Palmetto weevil adults are large – about ¾ to 1¼ inches long – and vary in color from solid black to almost completely red with a variable black pattern. The larvae, or “grubs,” are legless and a creamy to yellowish color. They have dark brown heads and are very hard. Mature larvae can be large as well, measuring over an inch long with a mass of close to a quarter of an ounce!

Eggs are laid in the bases of leaves of stressed or dying palm trees. After hatching, larvae feed on the plant’s stem tissue. Mature grubs move to the outside of the stem and make a cocoon from palm fibers. Adults emerge from the cocoon and live for several weeks on or near palm trees.

Symptoms of palmetto weevil infestation usually involve an initial decline of younger leaves. As the infestation progresses, larval feeding damage and secondary rot can weaken the tree enough that the top falls over. This condition is called “popped neck.”

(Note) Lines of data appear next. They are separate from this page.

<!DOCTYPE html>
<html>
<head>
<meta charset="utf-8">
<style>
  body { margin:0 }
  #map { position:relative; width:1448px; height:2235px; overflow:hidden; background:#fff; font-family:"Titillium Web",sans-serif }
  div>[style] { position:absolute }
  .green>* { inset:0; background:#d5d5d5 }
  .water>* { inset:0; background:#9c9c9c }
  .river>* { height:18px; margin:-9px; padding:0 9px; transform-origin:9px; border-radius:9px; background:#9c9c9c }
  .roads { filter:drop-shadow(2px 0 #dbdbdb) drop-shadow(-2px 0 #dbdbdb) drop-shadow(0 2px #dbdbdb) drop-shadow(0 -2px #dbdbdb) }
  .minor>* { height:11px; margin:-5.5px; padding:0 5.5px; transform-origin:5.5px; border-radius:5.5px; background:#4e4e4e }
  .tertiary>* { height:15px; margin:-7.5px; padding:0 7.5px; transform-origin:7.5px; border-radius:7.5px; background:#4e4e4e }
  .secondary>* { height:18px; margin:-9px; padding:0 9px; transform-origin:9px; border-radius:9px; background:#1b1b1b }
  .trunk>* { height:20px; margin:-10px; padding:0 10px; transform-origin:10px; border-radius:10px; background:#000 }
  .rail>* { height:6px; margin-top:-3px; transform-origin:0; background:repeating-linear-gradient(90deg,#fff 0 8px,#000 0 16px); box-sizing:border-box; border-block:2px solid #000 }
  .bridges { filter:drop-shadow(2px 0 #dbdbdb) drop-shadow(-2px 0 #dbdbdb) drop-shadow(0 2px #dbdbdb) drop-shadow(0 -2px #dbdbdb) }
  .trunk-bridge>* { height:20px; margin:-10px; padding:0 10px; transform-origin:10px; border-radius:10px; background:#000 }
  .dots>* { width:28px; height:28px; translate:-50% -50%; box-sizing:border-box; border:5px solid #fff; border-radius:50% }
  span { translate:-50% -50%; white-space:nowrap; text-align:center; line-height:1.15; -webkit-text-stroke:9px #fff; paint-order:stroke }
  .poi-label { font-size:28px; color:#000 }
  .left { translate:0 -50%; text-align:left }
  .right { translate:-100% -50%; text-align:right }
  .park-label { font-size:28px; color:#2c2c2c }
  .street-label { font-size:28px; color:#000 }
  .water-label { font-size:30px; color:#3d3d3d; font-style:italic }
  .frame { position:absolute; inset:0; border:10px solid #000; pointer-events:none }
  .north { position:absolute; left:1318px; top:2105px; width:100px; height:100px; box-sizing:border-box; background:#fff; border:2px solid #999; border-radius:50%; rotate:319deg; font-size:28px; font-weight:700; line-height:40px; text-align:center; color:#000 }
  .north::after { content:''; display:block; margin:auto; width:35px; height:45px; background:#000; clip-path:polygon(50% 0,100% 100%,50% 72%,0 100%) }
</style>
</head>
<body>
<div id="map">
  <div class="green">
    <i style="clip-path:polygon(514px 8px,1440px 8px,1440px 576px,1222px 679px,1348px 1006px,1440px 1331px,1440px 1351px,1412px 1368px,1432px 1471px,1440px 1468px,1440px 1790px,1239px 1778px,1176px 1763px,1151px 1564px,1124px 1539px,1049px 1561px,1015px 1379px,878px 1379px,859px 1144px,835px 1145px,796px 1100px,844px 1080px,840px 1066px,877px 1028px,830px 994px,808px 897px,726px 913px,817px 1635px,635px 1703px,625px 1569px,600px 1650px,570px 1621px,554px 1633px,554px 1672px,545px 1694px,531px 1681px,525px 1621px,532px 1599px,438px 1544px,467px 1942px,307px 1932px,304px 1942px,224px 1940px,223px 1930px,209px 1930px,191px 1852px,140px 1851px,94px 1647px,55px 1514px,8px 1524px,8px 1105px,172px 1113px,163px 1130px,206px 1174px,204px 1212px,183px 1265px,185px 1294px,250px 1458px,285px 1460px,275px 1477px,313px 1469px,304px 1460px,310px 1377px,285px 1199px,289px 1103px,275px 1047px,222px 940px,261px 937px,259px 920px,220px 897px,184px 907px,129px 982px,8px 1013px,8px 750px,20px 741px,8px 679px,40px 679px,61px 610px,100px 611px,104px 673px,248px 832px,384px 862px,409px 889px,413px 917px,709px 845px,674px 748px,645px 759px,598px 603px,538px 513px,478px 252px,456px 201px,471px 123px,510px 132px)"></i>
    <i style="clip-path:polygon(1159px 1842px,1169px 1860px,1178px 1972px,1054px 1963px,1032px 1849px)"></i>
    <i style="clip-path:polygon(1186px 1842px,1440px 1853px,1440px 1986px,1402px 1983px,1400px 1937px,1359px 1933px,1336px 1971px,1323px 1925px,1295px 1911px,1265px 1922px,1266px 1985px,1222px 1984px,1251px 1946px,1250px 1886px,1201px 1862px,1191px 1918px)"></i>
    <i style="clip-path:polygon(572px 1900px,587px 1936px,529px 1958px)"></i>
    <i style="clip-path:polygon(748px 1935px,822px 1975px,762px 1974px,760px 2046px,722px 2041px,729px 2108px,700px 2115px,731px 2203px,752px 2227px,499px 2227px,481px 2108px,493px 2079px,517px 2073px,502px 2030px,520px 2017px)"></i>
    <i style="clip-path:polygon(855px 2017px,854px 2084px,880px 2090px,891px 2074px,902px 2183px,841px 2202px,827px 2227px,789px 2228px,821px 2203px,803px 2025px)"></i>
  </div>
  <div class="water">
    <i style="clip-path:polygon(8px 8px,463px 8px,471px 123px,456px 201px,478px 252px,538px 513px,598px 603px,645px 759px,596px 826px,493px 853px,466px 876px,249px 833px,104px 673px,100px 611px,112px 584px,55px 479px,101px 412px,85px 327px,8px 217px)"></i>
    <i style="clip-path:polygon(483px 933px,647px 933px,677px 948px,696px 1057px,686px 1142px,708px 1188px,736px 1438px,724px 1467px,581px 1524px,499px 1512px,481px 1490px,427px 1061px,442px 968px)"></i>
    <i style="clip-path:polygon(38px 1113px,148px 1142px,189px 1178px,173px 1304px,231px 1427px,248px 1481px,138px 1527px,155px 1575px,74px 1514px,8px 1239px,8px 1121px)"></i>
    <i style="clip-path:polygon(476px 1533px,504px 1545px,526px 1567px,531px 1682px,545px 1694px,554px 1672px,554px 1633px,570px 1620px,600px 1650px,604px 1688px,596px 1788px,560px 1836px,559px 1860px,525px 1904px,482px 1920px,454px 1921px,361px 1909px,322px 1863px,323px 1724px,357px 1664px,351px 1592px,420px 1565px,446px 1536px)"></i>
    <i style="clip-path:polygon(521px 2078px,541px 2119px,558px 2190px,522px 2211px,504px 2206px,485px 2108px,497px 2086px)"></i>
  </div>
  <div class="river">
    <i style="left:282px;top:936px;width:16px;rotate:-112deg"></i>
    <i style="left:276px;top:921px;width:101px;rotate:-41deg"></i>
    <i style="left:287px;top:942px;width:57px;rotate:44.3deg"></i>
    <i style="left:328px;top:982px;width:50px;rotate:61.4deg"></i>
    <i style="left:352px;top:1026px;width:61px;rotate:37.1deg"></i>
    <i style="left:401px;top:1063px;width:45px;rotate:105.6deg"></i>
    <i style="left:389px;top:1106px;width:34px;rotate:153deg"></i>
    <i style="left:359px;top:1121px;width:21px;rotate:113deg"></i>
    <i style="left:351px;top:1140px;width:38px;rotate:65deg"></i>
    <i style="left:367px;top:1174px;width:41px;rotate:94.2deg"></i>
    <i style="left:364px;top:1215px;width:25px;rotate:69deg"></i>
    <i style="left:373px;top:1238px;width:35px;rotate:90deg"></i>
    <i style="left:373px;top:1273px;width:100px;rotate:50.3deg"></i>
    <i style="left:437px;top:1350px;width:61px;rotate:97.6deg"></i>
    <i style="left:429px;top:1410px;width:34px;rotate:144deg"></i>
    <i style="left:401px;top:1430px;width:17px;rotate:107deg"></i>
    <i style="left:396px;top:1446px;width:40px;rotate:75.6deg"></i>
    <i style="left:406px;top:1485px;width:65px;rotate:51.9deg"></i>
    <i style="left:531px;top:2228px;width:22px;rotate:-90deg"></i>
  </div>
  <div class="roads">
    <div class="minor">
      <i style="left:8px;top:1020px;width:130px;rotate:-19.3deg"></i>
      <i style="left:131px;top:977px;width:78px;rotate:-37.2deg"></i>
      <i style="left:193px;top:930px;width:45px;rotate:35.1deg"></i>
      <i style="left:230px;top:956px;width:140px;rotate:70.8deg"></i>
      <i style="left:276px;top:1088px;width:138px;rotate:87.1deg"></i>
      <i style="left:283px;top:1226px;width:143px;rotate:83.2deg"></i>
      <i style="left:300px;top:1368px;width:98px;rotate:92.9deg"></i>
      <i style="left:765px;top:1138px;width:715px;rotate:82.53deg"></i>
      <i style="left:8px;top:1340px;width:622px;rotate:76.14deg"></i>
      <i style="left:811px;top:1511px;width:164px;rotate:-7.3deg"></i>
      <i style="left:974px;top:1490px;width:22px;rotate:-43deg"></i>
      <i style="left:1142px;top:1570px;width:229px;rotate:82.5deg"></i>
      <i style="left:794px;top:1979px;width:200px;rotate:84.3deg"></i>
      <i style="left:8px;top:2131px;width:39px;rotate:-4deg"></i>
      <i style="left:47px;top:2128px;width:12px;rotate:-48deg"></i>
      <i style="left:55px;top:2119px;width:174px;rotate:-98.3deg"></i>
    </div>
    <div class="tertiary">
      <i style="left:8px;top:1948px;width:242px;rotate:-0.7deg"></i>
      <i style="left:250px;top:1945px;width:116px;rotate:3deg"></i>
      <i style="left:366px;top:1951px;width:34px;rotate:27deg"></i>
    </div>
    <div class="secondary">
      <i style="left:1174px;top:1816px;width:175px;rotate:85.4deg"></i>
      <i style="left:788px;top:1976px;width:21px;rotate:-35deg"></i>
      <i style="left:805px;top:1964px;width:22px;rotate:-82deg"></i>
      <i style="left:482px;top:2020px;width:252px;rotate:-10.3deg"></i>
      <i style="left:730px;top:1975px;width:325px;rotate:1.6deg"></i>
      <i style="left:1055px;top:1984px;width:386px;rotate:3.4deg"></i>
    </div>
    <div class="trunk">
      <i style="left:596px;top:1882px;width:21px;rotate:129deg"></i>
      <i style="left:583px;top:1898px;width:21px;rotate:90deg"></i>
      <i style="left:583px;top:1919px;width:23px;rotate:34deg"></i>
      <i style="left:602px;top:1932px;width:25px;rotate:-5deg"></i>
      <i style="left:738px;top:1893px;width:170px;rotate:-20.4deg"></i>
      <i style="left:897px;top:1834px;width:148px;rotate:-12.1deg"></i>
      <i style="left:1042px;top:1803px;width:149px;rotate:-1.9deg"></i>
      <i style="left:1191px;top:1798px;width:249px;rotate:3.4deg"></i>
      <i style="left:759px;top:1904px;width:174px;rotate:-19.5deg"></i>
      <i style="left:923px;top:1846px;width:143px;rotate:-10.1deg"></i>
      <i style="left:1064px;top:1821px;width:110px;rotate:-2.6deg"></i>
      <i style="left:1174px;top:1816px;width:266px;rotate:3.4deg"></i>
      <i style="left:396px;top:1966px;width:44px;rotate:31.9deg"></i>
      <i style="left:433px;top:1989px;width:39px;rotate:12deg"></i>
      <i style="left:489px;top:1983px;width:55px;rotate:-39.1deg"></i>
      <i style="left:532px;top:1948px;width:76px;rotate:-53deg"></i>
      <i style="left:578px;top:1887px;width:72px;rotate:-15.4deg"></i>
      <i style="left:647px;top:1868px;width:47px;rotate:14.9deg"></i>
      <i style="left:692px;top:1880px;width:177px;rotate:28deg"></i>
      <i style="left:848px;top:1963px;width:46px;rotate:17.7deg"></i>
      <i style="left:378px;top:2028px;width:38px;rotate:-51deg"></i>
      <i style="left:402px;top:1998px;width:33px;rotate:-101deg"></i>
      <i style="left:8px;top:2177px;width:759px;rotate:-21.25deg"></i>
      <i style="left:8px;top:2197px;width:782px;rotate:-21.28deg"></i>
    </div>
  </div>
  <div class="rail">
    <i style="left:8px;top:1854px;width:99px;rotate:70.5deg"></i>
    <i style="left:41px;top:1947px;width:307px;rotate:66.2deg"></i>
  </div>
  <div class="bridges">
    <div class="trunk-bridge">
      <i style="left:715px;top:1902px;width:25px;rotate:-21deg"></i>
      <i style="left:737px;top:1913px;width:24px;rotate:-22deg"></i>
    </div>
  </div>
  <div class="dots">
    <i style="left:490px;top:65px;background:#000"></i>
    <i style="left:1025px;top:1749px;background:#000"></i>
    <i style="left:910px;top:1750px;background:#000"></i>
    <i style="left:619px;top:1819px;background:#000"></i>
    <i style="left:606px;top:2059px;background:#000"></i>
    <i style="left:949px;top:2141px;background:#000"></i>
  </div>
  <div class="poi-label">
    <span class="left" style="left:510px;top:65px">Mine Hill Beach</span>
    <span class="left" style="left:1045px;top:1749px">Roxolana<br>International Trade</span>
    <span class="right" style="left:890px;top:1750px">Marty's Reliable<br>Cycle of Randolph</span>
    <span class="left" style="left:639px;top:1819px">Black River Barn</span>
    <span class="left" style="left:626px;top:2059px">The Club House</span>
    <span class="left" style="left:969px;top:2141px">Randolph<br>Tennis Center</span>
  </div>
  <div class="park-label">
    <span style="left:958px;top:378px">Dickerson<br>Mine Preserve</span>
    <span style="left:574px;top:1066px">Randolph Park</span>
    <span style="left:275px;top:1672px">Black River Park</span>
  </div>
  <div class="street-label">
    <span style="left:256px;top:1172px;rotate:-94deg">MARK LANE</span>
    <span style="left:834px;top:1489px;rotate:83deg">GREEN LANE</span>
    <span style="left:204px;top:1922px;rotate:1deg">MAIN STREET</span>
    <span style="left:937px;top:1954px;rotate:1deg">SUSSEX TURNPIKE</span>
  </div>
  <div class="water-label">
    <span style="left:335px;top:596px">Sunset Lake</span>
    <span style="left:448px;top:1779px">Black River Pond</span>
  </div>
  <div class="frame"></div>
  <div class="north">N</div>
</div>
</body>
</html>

Early detection of weevil infestation is difficult, and insecticidal treatment – even in the early stages of infestation – is futile. The best management tactic is to cut down infested palms and destroy them before adults emerge from the tree and lay more eggs.

To prevent infestation, chose healthy trees well-adapted for the Florida climate such as sabal palmetto or royal palms. Once trees are established, follow proper fertilization and irrigation guidelines to promote healthy growth and avoid wounding the trees.

The palmetto weevil is a magnificent specimen from the insect world. It’s thought that before we began the practice of growing and transplanting palm trees, palmetto weevils were relatively rare – most likely surviving in palm trees killed by lightening strikes. It would appear that we have inadvertently increased the palmetto weevil population through our love of landscaping.